(Stored data entries)
======

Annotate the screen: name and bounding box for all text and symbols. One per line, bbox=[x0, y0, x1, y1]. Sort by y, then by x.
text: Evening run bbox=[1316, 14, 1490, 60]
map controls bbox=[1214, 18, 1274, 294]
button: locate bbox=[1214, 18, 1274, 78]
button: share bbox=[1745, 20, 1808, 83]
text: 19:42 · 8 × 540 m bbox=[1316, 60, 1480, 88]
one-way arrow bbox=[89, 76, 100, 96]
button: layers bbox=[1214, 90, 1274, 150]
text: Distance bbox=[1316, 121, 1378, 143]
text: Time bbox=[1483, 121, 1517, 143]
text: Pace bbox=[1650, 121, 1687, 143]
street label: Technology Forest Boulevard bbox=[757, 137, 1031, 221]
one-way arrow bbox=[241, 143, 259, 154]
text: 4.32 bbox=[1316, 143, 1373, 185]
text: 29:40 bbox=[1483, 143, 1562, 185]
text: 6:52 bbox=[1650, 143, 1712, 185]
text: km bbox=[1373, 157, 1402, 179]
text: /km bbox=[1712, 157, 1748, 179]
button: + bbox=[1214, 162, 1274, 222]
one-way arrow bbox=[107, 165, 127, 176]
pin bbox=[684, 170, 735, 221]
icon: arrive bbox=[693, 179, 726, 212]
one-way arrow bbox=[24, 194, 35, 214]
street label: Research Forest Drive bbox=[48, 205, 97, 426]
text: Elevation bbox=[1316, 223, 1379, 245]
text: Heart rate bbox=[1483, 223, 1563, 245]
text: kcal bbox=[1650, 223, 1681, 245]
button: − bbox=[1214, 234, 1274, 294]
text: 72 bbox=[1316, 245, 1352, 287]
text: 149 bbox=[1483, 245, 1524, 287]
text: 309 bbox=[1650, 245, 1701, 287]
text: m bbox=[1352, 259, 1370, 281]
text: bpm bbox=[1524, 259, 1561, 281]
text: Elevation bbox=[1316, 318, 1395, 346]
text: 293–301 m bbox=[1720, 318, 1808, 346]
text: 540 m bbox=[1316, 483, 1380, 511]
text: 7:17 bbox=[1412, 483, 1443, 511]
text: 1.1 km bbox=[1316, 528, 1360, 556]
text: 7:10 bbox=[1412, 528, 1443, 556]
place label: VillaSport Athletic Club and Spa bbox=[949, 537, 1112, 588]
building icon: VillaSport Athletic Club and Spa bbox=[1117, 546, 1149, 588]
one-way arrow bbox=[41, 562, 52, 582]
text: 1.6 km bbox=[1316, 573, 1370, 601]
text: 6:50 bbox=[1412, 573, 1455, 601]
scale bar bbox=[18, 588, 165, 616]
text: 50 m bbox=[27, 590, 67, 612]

======

*What is needed*
Write the data above out again in full, with every word as given.

*Expected output*
Annotate the screen: name and bounding box for all text and symbols. One per line, bbox=[x0, y0, x1, y1]. Sort by y, then by x.
text: Evening run bbox=[1316, 14, 1490, 60]
map controls bbox=[1214, 18, 1274, 294]
button: locate bbox=[1214, 18, 1274, 78]
button: share bbox=[1745, 20, 1808, 83]
text: 19:42 · 8 × 540 m bbox=[1316, 60, 1480, 88]
one-way arrow bbox=[89, 76, 100, 96]
button: layers bbox=[1214, 90, 1274, 150]
text: Distance bbox=[1316, 121, 1378, 143]
text: Time bbox=[1483, 121, 1517, 143]
text: Pace bbox=[1650, 121, 1687, 143]
street label: Technology Forest Boulevard bbox=[757, 137, 1031, 221]
one-way arrow bbox=[241, 143, 259, 154]
text: 4.32 bbox=[1316, 143, 1373, 185]
text: 29:40 bbox=[1483, 143, 1562, 185]
text: 6:52 bbox=[1650, 143, 1712, 185]
text: km bbox=[1373, 157, 1402, 179]
text: /km bbox=[1712, 157, 1748, 179]
button: + bbox=[1214, 162, 1274, 222]
one-way arrow bbox=[107, 165, 127, 176]
pin bbox=[684, 170, 735, 221]
icon: arrive bbox=[693, 179, 726, 212]
one-way arrow bbox=[24, 194, 35, 214]
street label: Research Forest Drive bbox=[48, 205, 97, 426]
text: Elevation bbox=[1316, 223, 1379, 245]
text: Heart rate bbox=[1483, 223, 1563, 245]
text: kcal bbox=[1650, 223, 1681, 245]
button: − bbox=[1214, 234, 1274, 294]
text: 72 bbox=[1316, 245, 1352, 287]
text: 149 bbox=[1483, 245, 1524, 287]
text: 309 bbox=[1650, 245, 1701, 287]
text: m bbox=[1352, 259, 1370, 281]
text: bpm bbox=[1524, 259, 1561, 281]
text: Elevation bbox=[1316, 318, 1395, 346]
text: 293–301 m bbox=[1720, 318, 1808, 346]
text: 540 m bbox=[1316, 483, 1380, 511]
text: 7:17 bbox=[1412, 483, 1443, 511]
text: 1.1 km bbox=[1316, 528, 1360, 556]
text: 7:10 bbox=[1412, 528, 1443, 556]
place label: VillaSport Athletic Club and Spa bbox=[949, 537, 1112, 588]
building icon: VillaSport Athletic Club and Spa bbox=[1117, 546, 1149, 588]
one-way arrow bbox=[41, 562, 52, 582]
text: 1.6 km bbox=[1316, 573, 1370, 601]
text: 6:50 bbox=[1412, 573, 1455, 601]
scale bar bbox=[18, 588, 165, 616]
text: 50 m bbox=[27, 590, 67, 612]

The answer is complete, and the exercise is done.